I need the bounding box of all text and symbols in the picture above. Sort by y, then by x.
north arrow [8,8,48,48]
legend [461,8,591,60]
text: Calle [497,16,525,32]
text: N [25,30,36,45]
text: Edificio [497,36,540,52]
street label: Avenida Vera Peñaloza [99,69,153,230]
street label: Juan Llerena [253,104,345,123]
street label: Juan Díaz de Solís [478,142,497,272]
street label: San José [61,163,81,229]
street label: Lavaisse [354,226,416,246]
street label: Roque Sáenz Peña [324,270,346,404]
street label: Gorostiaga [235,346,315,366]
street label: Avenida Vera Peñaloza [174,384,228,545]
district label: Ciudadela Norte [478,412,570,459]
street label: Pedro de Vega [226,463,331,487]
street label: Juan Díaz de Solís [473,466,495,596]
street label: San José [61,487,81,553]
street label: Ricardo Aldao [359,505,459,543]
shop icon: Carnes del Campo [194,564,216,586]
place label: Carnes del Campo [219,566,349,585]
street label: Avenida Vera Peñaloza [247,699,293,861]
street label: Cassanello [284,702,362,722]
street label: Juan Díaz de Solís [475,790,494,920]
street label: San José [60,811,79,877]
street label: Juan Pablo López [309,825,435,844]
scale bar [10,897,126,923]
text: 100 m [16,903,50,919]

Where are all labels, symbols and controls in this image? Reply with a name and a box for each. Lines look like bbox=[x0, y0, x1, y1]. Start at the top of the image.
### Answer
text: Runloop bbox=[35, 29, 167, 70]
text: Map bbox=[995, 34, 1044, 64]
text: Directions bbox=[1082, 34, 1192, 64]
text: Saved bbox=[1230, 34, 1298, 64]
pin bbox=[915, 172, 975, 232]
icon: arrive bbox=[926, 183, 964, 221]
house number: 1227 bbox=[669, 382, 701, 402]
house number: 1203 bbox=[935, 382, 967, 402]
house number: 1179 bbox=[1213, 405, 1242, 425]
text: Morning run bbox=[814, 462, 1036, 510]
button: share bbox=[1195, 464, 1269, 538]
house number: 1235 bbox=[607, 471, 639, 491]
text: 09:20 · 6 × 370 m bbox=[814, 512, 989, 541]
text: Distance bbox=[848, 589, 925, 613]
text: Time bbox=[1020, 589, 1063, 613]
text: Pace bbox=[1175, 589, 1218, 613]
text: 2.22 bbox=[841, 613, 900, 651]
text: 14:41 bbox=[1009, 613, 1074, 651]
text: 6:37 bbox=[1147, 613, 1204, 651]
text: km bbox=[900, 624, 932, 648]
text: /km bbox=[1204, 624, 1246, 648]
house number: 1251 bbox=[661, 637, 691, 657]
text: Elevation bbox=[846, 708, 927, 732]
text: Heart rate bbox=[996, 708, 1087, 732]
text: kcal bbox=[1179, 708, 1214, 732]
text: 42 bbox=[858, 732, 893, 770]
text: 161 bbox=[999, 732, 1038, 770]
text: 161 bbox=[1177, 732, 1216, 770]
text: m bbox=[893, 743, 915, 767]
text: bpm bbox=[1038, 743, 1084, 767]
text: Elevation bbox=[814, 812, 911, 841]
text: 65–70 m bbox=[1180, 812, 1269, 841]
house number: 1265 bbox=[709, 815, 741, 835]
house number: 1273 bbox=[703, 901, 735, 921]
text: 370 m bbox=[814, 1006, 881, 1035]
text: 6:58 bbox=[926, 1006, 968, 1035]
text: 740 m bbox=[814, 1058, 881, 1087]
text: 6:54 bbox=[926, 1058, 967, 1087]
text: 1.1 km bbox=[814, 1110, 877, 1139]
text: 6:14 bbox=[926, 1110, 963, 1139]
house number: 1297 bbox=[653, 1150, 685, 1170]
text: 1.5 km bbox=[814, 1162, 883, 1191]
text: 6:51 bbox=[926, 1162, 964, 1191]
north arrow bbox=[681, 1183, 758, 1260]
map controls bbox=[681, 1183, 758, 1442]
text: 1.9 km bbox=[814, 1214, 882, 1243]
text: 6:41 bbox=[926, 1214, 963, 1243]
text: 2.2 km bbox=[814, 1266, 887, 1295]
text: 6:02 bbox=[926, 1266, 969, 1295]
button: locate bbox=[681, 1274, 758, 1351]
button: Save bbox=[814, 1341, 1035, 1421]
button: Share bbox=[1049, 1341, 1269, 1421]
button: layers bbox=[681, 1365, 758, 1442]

(DIRECTIONS): Match on "Vera" and copy out every line of the entries that contains it.

(YOUR RESPONSE):
street label: Avenida Vera Peñaloza [99,69,153,230]
street label: Avenida Vera Peñaloza [174,384,228,545]
street label: Avenida Vera Peñaloza [247,699,293,861]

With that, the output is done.